Batik, emojis and motos in Jogja: a studio visit with Arwin Hidiyat
Mikala Tai
Mikala Tai, July 2016. With thanks to Arwin Hidiyat.
When you encounter an artwork in the gallery you are met, ensconced in pristine surrounds, with an object of secrets. While you can appreciate the work through a formalist reading, a symbolic interpretation, or through socio-political references, you are rarely privy to the creative process. The artist’s hand, time and techniques are not necessarily marked upon the object; they remain hidden, obscured and sometimes even lost to its creator through the haze of faulty memory. To step inside an artist’s studio is to be invited into this process.

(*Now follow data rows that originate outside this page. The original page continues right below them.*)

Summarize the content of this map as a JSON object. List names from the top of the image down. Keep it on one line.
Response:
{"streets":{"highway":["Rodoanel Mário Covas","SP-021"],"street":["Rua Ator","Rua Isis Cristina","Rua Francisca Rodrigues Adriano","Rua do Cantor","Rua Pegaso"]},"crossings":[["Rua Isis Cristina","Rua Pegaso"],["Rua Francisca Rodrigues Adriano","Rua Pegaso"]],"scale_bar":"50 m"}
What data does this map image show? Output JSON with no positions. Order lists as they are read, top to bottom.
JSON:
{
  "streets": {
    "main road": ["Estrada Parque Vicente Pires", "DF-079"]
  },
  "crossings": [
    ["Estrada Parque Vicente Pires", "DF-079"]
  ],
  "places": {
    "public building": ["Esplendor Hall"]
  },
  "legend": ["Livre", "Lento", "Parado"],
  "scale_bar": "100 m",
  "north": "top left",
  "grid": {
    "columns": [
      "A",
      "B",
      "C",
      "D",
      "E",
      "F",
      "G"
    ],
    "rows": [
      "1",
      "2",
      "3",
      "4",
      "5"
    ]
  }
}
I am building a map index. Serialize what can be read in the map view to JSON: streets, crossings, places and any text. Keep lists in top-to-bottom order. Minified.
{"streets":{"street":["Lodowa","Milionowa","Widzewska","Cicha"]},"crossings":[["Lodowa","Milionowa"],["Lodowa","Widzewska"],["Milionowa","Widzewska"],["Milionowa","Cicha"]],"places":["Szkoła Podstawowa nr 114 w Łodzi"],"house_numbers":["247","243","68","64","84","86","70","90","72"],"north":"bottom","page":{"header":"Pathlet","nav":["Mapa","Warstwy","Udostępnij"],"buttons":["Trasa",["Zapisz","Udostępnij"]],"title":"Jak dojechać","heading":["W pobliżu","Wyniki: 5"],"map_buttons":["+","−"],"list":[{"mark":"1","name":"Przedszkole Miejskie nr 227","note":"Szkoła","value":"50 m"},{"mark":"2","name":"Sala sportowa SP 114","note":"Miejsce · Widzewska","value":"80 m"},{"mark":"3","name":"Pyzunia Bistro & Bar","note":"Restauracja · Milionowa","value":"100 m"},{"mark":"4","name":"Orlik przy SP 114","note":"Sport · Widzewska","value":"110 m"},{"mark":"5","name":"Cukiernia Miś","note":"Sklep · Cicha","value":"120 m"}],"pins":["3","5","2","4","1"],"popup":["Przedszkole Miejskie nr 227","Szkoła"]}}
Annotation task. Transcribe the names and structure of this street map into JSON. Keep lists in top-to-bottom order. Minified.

Here the craft and tireless hours involved with the creation of an artwork are revealed—in a moment of denouement, you are now beholden to the secret.
Speaking for many in my field, I’m sure, as curators we chase this moment. Constantly intrigued by art, we love to slip behind the scenes and become privy to the how and the why. Studios are infinitely surprising places. Large looming sculptures sometimes emerge from tiny, tidy spaces, while small, delicate works can begin amidst a mess of rejected rubble. The creative beast has an unpredictable maddening manner.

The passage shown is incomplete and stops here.